(Stored items)
# # # #

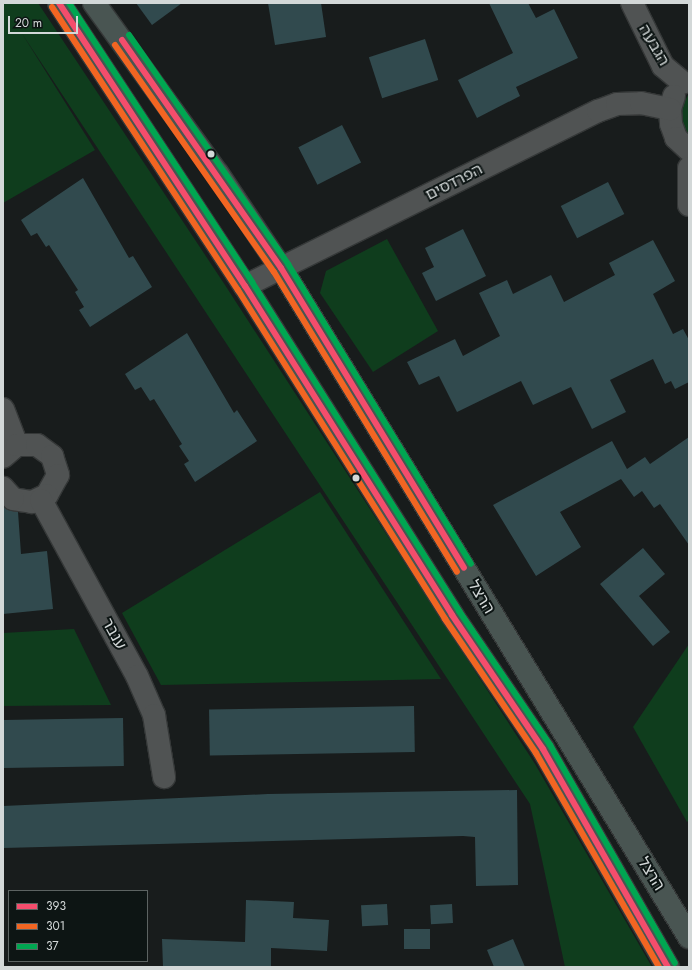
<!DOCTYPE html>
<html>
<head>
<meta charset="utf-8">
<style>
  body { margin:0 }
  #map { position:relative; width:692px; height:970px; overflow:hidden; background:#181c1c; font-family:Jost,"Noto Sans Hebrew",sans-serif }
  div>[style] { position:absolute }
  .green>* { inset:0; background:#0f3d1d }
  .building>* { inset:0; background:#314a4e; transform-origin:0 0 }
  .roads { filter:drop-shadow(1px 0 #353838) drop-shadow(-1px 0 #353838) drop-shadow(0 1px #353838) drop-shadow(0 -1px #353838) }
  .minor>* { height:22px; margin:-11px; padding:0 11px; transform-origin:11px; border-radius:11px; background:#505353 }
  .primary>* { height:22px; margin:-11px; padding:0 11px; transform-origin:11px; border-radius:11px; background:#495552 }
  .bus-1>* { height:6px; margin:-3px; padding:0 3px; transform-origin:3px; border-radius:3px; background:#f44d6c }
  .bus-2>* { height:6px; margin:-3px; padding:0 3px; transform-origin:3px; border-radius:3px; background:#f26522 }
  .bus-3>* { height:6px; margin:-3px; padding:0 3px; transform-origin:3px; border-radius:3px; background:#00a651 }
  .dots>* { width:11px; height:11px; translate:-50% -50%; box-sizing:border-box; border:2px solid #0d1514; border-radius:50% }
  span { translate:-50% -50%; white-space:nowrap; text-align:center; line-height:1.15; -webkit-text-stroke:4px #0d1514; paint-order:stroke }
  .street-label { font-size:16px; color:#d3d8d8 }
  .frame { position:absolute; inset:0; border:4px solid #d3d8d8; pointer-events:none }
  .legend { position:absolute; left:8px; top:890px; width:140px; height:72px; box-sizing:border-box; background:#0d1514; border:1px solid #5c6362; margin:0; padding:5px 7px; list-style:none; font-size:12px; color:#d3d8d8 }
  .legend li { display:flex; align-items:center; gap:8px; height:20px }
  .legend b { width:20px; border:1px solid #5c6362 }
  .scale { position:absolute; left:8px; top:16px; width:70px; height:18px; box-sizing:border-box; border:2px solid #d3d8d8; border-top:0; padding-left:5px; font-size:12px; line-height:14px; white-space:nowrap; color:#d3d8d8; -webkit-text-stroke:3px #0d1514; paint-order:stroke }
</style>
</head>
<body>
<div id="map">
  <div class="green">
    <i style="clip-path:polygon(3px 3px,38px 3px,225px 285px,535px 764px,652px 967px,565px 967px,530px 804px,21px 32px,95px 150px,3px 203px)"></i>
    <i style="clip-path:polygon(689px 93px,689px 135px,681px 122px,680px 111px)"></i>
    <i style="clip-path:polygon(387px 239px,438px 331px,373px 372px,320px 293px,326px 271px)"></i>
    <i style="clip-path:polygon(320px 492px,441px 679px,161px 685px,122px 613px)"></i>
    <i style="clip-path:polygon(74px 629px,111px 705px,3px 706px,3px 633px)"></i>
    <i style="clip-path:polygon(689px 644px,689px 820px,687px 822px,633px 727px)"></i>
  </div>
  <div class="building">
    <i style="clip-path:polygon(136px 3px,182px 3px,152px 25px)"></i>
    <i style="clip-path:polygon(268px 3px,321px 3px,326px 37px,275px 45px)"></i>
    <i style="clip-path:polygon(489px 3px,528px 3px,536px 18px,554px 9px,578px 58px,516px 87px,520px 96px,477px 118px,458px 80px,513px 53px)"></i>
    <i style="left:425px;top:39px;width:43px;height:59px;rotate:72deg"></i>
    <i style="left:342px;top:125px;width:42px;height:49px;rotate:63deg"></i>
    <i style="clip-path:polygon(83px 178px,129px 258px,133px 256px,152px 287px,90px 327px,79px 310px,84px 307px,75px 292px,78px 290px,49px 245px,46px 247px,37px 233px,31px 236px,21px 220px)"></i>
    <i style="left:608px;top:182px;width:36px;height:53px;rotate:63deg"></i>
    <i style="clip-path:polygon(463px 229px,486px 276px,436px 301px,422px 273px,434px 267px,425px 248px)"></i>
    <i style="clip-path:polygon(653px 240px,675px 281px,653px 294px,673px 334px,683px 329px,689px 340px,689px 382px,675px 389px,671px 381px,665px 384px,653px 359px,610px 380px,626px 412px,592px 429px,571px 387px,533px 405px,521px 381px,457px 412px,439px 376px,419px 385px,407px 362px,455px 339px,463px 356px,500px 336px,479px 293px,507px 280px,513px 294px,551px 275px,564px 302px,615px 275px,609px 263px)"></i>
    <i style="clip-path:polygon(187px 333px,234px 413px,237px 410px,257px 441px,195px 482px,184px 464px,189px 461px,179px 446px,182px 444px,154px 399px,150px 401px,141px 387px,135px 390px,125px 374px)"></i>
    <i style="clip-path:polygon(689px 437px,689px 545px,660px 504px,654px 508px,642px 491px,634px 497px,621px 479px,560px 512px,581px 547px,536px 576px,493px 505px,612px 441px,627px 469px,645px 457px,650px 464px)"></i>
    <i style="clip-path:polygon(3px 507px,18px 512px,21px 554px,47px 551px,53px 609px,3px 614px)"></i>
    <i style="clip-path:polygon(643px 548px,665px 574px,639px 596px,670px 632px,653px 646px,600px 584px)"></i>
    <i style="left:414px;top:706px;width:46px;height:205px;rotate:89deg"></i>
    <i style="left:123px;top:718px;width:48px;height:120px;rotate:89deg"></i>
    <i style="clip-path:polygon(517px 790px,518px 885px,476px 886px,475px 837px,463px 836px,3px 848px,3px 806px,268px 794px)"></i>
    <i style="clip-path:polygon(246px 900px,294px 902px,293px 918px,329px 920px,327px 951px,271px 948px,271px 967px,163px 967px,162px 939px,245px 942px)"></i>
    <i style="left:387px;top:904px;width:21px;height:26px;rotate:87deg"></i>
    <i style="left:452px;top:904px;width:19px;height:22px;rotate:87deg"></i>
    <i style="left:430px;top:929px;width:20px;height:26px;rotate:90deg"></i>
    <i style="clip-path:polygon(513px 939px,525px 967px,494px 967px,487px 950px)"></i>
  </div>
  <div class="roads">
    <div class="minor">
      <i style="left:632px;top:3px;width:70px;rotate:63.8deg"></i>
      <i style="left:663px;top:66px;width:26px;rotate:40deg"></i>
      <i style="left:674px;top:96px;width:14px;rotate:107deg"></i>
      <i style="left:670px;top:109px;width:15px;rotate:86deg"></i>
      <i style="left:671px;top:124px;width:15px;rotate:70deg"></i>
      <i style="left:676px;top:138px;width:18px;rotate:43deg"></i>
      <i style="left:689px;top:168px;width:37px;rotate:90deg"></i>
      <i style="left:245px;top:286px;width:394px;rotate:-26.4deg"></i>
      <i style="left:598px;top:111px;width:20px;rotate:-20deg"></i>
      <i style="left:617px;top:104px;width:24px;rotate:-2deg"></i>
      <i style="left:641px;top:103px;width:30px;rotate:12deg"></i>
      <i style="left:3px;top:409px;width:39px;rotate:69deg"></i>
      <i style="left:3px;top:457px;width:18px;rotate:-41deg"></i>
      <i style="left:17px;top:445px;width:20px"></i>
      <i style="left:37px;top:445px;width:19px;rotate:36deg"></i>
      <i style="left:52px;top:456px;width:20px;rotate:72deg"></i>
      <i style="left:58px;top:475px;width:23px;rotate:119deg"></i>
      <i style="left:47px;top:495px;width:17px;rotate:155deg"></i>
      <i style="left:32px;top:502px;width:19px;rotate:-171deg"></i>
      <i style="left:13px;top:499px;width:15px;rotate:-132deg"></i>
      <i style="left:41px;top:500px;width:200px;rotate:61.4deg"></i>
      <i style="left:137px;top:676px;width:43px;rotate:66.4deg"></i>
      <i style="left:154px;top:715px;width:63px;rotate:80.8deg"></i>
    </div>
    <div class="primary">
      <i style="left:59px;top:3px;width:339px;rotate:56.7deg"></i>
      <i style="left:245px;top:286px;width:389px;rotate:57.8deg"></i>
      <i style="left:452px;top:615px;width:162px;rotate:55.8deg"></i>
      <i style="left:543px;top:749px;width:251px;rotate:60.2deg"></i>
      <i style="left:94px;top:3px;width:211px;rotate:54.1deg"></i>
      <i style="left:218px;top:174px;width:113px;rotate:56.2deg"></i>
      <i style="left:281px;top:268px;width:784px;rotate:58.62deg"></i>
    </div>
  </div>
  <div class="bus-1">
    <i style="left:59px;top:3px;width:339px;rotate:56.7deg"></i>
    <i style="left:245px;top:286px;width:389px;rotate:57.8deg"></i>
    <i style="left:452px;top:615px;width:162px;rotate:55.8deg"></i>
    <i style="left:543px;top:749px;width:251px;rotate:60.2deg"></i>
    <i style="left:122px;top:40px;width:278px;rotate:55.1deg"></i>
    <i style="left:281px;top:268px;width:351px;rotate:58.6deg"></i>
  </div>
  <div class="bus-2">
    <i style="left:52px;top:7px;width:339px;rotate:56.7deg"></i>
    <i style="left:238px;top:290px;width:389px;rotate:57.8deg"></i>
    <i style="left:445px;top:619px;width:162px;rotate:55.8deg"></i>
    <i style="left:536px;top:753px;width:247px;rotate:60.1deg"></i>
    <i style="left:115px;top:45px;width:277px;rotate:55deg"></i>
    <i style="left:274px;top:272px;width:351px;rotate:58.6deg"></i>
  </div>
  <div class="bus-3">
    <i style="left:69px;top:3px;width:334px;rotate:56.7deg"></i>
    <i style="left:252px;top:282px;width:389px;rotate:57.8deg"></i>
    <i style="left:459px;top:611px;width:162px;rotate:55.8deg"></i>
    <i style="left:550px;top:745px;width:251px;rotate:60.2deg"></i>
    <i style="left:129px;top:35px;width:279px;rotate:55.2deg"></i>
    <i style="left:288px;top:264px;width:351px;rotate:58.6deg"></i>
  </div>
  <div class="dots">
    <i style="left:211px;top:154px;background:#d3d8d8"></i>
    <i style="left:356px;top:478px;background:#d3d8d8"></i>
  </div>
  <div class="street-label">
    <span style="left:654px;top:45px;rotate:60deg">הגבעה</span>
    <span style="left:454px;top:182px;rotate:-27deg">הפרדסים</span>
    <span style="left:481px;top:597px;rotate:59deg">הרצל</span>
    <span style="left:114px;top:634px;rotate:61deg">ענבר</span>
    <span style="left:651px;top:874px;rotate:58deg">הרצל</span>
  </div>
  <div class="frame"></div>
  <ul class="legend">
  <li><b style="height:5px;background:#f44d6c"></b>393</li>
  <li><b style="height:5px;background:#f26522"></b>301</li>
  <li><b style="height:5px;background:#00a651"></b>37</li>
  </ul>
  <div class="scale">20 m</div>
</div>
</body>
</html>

# # # #

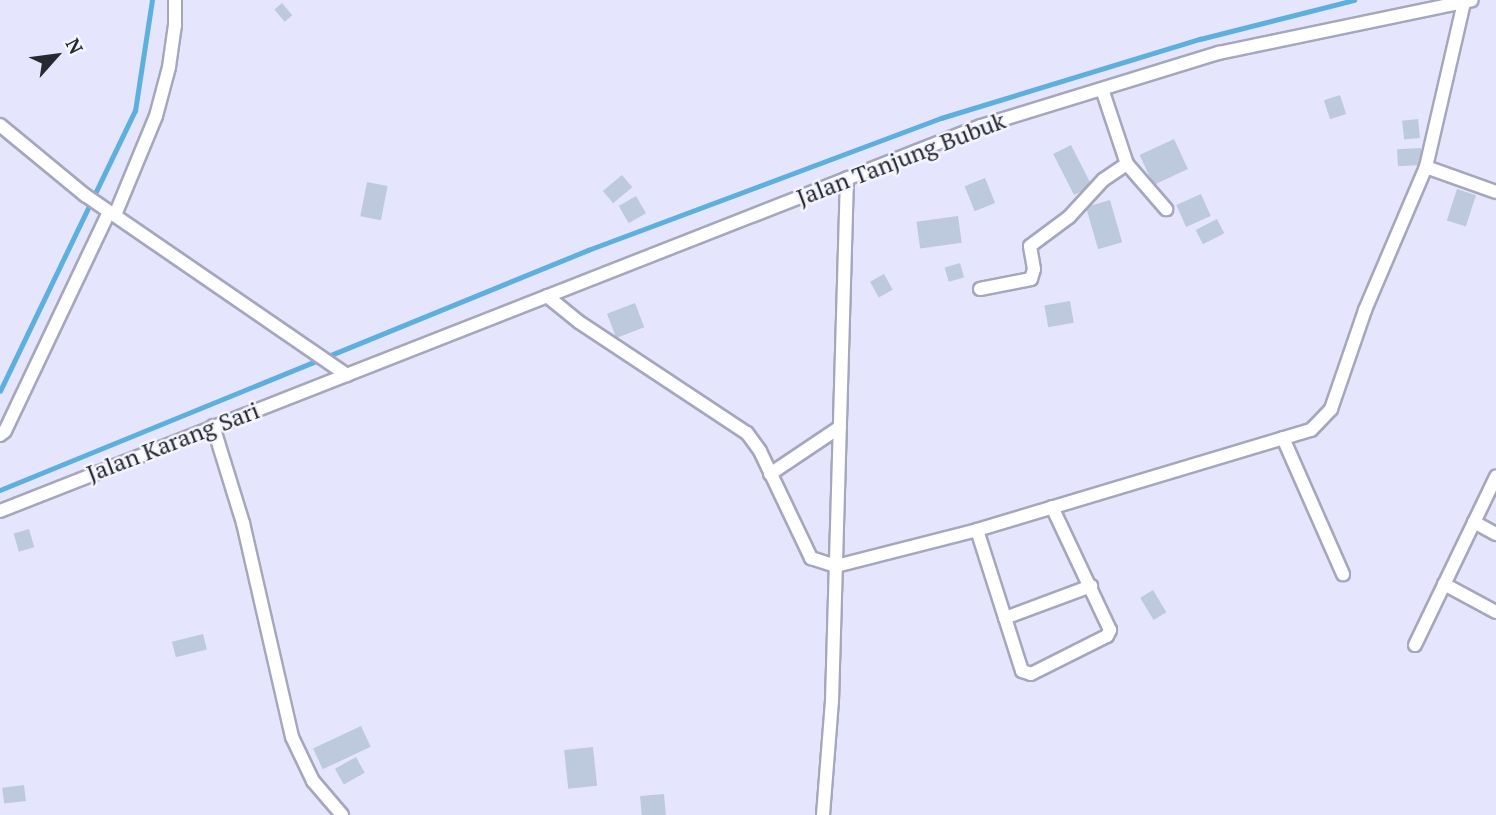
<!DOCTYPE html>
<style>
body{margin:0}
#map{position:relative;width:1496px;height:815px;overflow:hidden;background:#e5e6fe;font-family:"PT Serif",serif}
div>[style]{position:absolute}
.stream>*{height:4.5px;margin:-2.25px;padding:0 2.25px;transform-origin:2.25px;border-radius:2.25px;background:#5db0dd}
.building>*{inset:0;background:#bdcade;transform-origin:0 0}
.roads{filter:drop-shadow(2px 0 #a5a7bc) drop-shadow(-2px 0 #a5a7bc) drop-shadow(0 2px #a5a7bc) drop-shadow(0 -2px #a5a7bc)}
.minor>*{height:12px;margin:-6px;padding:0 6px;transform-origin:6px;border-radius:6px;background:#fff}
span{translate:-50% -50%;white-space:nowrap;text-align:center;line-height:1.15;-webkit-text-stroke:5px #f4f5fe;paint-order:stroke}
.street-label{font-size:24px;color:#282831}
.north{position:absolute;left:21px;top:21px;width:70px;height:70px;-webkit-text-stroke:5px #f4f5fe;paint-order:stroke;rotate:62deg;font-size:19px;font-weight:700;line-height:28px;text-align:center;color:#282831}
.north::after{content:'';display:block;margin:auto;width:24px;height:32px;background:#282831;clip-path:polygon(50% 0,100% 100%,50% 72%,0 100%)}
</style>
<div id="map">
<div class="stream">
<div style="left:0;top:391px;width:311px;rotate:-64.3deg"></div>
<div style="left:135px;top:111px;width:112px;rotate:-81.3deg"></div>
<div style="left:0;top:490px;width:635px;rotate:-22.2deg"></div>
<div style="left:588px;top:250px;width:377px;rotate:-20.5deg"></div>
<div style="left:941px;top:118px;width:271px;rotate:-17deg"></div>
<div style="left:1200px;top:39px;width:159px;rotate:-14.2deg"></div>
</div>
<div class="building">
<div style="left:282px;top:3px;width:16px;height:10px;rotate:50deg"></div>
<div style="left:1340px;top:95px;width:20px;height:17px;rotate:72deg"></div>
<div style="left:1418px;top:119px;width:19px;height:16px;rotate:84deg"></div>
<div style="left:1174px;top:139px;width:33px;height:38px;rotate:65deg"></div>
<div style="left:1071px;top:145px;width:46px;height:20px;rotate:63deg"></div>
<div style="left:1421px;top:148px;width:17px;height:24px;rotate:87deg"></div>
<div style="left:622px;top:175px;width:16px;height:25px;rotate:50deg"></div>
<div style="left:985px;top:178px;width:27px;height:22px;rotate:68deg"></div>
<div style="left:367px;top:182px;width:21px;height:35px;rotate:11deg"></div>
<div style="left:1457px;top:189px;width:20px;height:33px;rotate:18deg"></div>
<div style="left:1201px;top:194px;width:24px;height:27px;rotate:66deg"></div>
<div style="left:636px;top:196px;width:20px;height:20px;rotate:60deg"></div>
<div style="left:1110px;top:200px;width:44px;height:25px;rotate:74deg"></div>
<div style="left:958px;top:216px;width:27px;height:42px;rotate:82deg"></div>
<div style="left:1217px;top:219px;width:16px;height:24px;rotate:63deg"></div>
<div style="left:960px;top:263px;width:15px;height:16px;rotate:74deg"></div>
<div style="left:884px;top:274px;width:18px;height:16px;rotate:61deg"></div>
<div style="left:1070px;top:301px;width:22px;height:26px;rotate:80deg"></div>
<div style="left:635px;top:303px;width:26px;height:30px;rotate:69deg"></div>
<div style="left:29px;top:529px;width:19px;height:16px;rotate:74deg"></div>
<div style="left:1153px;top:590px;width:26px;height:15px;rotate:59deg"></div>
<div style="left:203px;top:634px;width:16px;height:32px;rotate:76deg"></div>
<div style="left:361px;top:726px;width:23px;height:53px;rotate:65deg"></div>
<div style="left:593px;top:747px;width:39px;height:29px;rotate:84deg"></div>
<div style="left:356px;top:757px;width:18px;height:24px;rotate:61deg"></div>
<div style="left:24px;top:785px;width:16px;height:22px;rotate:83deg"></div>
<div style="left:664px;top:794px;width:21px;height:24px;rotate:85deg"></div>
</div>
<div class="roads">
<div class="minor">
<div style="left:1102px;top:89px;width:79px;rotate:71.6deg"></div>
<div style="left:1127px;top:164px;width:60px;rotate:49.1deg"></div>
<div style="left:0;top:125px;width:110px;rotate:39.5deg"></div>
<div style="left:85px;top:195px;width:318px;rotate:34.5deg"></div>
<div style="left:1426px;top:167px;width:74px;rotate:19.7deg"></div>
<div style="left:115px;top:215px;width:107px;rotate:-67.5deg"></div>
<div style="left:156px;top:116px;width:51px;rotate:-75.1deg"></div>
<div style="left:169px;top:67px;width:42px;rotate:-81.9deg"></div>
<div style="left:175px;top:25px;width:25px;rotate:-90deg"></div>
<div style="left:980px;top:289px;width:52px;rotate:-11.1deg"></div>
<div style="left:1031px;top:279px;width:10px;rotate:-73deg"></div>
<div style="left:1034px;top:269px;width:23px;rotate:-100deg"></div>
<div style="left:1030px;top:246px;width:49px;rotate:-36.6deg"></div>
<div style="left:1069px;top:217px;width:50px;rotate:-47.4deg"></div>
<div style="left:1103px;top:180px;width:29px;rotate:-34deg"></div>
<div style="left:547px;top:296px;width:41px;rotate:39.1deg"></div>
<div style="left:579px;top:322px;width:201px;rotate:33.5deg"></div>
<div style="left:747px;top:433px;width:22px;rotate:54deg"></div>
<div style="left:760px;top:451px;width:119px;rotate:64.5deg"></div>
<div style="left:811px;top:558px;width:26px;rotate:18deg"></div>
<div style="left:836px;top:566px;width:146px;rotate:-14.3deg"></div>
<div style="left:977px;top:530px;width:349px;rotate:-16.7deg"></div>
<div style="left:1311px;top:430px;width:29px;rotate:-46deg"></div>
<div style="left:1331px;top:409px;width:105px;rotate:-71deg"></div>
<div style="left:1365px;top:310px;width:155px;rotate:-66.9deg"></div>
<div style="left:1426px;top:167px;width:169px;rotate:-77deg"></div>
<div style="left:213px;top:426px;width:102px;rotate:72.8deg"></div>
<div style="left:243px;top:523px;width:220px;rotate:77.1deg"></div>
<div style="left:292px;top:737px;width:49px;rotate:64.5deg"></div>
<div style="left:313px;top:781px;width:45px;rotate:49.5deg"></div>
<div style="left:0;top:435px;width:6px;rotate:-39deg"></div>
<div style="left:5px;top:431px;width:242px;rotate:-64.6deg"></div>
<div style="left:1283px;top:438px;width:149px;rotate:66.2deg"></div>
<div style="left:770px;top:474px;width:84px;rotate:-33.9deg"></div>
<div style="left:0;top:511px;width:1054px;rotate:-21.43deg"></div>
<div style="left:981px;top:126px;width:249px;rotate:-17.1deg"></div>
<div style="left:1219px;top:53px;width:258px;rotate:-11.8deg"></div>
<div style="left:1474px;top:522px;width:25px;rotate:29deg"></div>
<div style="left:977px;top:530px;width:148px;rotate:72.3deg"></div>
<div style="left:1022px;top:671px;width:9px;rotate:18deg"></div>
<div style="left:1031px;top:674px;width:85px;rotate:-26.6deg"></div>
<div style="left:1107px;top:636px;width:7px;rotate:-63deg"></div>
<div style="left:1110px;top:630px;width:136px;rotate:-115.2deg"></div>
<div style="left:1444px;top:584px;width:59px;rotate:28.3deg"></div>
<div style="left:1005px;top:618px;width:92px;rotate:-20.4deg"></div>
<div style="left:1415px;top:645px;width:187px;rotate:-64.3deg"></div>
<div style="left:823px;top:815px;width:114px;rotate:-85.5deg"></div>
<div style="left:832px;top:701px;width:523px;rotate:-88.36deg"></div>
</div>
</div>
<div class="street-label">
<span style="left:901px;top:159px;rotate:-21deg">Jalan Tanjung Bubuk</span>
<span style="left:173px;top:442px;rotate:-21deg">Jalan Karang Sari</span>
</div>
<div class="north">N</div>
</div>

# # # #

◆ To do ◆
Please copy each line of the entries in which the word "position" shows up.

◆ Result below ◆
  #map { position:relative; width:692px; height:970px; overflow:hidden; background:#181c1c; font-family:Jost,"Noto Sans Hebrew",sans-serif }
  div>[style] { position:absolute }
  .frame { position:absolute; inset:0; border:4px solid #d3d8d8; pointer-events:none }
  .legend { position:absolute; left:8px; top:890px; width:140px; height:72px; box-sizing:border-box; background:#0d1514; border:1px solid #5c6362; margin:0; padding:5px 7px; list-style:none; font-size:12px; color:#d3d8d8 }
  .scale { position:absolute; left:8px; top:16px; width:70px; height:18px; box-sizing:border-box; border:2px solid #d3d8d8; border-top:0; padding-left:5px; font-size:12px; line-height:14px; white-space:nowrap; color:#d3d8d8; -webkit-text-stroke:3px #0d1514; paint-order:stroke }
#map{position:relative;width:1496px;height:815px;overflow:hidden;background:#e5e6fe;font-family:"PT Serif",serif}
div>[style]{position:absolute}
.north{position:absolute;left:21px;top:21px;width:70px;height:70px;-webkit-text-stroke:5px #f4f5fe;paint-order:stroke;rotate:62deg;font-size:19px;font-weight:700;line-height:28px;text-align:center;color:#282831}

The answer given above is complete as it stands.